**AIM OF THE TASK:** Nothing but a number is needed: the count of lines below that include "Math".

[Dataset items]
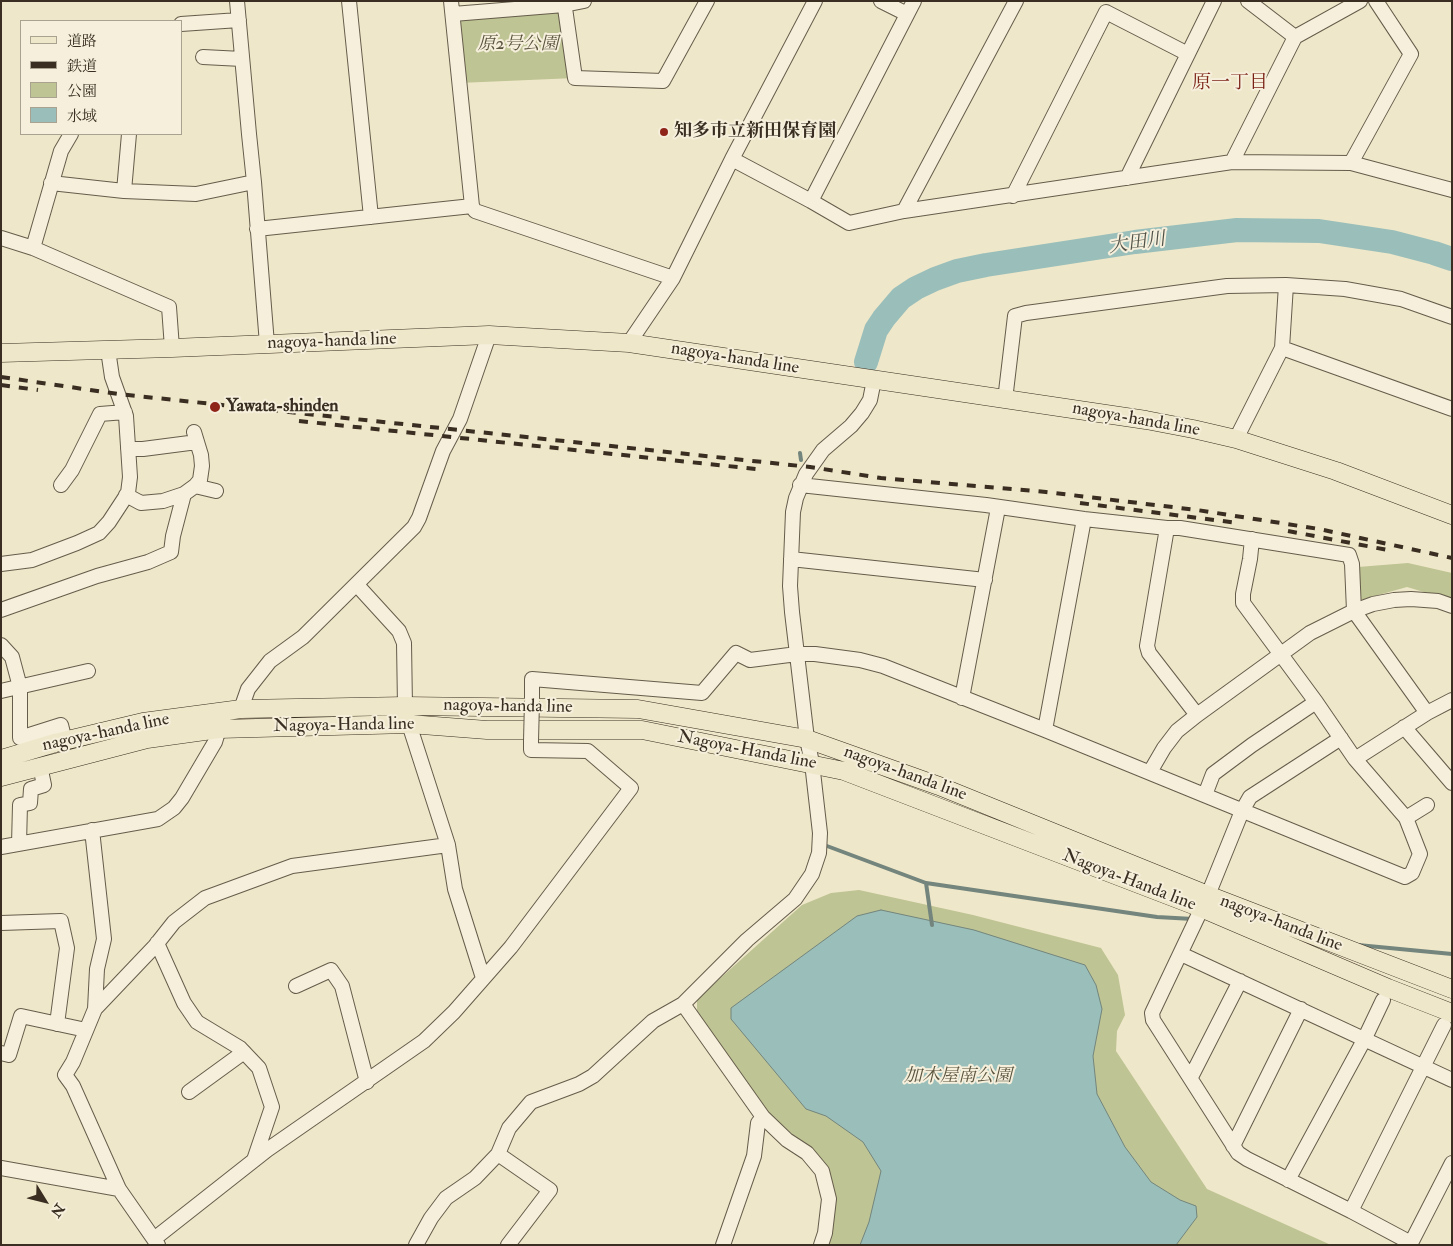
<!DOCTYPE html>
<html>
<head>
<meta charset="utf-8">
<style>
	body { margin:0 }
	#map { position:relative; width:1453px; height:1246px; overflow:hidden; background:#efe7c9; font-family:"IM FELL Double Pica","Noto Serif JP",serif }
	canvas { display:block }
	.frame { position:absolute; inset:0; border:2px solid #392e21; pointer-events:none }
	.legend { position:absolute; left:20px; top:20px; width:162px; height:115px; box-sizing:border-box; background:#f5efdc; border:1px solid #aaa291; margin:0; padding:6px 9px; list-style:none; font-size:15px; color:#392e21 }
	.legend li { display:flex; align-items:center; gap:10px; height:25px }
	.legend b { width:25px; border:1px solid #aaa291 }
	.north { position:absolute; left:20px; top:1176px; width:50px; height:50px; -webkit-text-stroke:4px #f5efdc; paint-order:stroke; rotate:126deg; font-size:14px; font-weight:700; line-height:20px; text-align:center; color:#392e21 }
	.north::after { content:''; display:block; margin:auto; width:18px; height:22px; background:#392e21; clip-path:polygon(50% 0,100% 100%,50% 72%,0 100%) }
</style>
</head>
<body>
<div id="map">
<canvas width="1453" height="1246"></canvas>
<div class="frame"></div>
<ul class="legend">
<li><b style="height:6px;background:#efe7c9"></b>道路</li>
<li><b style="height:6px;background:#392e21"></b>鉄道</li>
<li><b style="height:14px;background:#bec493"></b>公園</li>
<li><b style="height:14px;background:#9abfba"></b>水域</li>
</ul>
<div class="north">N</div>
</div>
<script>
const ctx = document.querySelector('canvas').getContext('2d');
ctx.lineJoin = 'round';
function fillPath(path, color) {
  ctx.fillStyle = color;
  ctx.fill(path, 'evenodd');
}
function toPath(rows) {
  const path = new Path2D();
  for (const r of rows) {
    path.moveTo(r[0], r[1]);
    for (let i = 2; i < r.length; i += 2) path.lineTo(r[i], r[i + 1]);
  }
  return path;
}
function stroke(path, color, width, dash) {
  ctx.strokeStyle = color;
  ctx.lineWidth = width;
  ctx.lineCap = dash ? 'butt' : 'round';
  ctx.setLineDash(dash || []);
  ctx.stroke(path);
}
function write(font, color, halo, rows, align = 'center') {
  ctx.font = font + ' "IM FELL Double Pica","Noto Serif JP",serif';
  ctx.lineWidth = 4;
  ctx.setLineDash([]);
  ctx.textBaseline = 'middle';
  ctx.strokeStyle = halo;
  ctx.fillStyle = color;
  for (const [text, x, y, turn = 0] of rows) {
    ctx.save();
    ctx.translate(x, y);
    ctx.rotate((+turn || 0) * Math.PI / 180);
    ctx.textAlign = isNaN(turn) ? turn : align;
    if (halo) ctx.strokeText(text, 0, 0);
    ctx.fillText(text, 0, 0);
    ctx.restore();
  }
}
const green = toPath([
	[564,5,575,78,459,83,453,14],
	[1408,563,1452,573,1451,600,1407,587,1357,601,1358,567],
	[859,890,973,915,1101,948,1118,975,1125,1015,1117,1031,1116,1051,1207,1189,1331,1245,829,1245,832,1237,835,1202,818,1156,770,1115,697,1015,697,999,802,905,831,893]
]);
const water = toPath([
	[881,910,974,930,1085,965,1096,985,1102,1009,1093,1056,1097,1094,1125,1147,1151,1182,1180,1200,1196,1206,1197,1217,1176,1245,860,1245,869,1222,881,1171,863,1142,826,1116,806,1109,731,1019,731,1008,857,916,881,910]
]);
const stream = toPath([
	[864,367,866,362],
	[800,453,801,460],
	[827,846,926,883,1157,917,1193,919],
	[926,883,932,925],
	[1358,945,1452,954]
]);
const river = toPath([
	[866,362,876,330,884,318,901,298,916,288,935,279,957,271,986,265,1135,242,1237,230,1319,231,1392,242,1434,253,1452,259]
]);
const minor = toPath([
	[237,1,249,134,254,182,267,344],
	[349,1,371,217],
	[451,1,472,206,475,211,673,278],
	[564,1,575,78,663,81,707,1],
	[881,1,907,14],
	[1248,1,1295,37],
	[453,14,564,5,584,1],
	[181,24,239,20],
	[203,57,242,59],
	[732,159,811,201,849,223,904,211,1232,162,1351,163,1452,190],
	[1232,162,1295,37,1360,1],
	[1351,163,1411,54,1376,1],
	[1127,178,1214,1],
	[51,183,124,191,196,194,254,182],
	[124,191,129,134],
	[1013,196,1106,12,1188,54],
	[811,201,914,1],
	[904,211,1016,1],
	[257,229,472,206],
	[1,238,33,248,169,307,172,348],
	[33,248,61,151,71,134],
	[629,343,673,278,732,159,815,1],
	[1282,348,1452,409],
	[1005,400,1015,316,1026,313,1227,286,1286,285,1345,289,1401,299,1452,317],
	[194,432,201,455,202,466,200,480,195,486],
	[1236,439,1282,348,1286,285],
	[128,449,143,449,197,442],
	[61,485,72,470,100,414,125,412],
	[800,485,986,505,1084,519,1167,528,1180,528,1349,555,1352,564,1354,611,1427,713,1355,759],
	[126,495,141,503,163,501,184,494],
	[1167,528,1147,646,1149,653,1197,715],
	[791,559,985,580],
	[1,564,32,560,77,543,99,533,109,522,128,493,130,477,126,416,112,377,108,350],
	[357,585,399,631,404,643,405,706,409,724,448,845,455,889,483,978],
	[1,610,97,576,148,562,171,552,173,536,184,494,195,486,216,491],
	[1,645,12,657,20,687,20,738,61,725,65,741],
	[1,691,88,671],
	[962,698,998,508],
	[532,701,532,679,702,693,736,653,750,660,797,654,815,654,860,660,883,666,1045,730,1405,877,1412,873,1420,854,1406,818,1355,759,1316,702,1243,603,1243,594,1250,559,1252,539],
	[241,709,248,689,270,661,303,637,414,527,419,518,443,451,460,419,489,335],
	[1427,713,1452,700],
	[1404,727,1452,783],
	[1045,730,1084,519],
	[1341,738,1250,797,1242,811,1208,895,1152,1013,1153,1020,1238,1153,1247,1159,1351,1211,1411,1243],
	[1150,772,1164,748,1177,731,1197,715,1310,633,1354,611,1373,604,1394,600,1411,599,1438,601,1452,606],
	[1205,795,1213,774,1252,745,1316,702],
	[1406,818,1427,805],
	[92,830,104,939,97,969,95,1009,73,1062,65,1075,73,1086,119,1189,158,1245],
	[19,844,20,805,30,803,31,789,44,785,40,766],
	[1,847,158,819,174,808,182,798,215,742,219,729],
	[1,923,61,921,67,948,57,1024],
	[157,943,184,1003,197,1022,240,1048,259,1068,272,1107,254,1160],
	[1181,954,1452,1080],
	[296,986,331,970,342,986,367,1082],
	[683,1004,763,1117,787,1140,807,1153,822,1171,829,1199,825,1233,821,1245],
	[95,1009,155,946,174,922,205,898,292,866,448,845],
	[1,1053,9,1055,21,1016,86,1030],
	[1191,1077,1240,981],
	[189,1092,244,1052],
	[1233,1146,1301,1009],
	[498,1154,550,1190,508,1245],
	[1,1168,119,1189],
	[1288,1180,1364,1040,1383,1000],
	[1351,1211,1444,1025],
	[154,1239,267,1150,424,1041,454,1012,511,947,631,788,588,751,531,750,531,741],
	[416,1245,431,1218,446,1198,475,1178,498,1154,509,1128,531,1102,579,1084,593,1076,653,1021,683,1004,747,940,795,899,812,874,819,853,820,833,812,763,807,739,792,612,790,586,793,512,796,498,806,474,823,450,851,426,862,413,870,400,874,380],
	[723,1245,754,1156,758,1123,763,1117],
	[1410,1245,1452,1163]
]);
const major = toPath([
	[1,353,172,348,489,335,629,343,1146,420,1193,429,1236,439,1336,471,1452,515],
	[1,759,55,743,143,722,241,709,405,706,638,709,807,739,939,786,1208,895,1452,989],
	[1,777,147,739,219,729,409,724,487,730,642,730,844,771,1201,908,1388,988,1452,1013]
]);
const rail = toPath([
	[1,377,118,394,810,467,881,478,1046,492,1197,510,1319,529,1452,558],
	[1,385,38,390],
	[299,421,756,469],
	[1080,503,1238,523],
	[1288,531,1393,551]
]);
const minorBridge = toPath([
	[531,741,532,701]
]);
const markers = [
	[664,132,5,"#8f2418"],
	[215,407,6,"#8f2418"]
];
const parkNames = [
	["原2号公園",518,45],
	["加木屋南公園",958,1077]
];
const poiNames = [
	["知多市立新田保育園",674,132],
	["Yawata-shinden",226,407]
];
const streetNames = [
	["nagoya-handa line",332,342,-2],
	["nagoya-handa line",735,359,9],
	["nagoya-handa line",1136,420,10],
	["nagoya-handa line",508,707,1],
	["Nagoya-Handa line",344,726,-1],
	["nagoya-handa line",106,733,-12],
	["Nagoya-Handa line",747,751,11],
	["nagoya-handa line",905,774,20],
	["Nagoya-Handa line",1129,881,21],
	["nagoya-handa line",1281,924,21]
];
const neighbourhoodNames = [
	["原一丁目",1230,84]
];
const waterNames = [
	["大田川",1137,244,-8]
];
fillPath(green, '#bec493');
fillPath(water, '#9abfba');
stroke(water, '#73857d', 1);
stroke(stream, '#73857d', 4);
stroke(river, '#9abfba', 24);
stroke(minor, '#665c4b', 16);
stroke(major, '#392e21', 19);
stroke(minor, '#f5efdc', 14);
stroke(major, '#efe7c9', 18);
stroke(rail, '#392e21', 4, [9, 9]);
stroke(minorBridge, '#665c4b', 16, []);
stroke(minorBridge, '#f5efdc', 14);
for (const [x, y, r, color] of markers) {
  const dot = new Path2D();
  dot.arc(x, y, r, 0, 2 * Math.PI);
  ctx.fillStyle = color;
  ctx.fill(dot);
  stroke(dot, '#f5efdc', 2);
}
write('italic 18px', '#5a543e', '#f5efdc', parkNames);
write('bold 18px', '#392e21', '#f5efdc', poiNames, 'left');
write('18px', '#392e21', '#f5efdc', streetNames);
write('19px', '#7a1f14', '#f5efdc', neighbourhoodNames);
write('italic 19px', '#515247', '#f5efdc', waterNames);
</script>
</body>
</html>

**TASK SOLUTION:** 2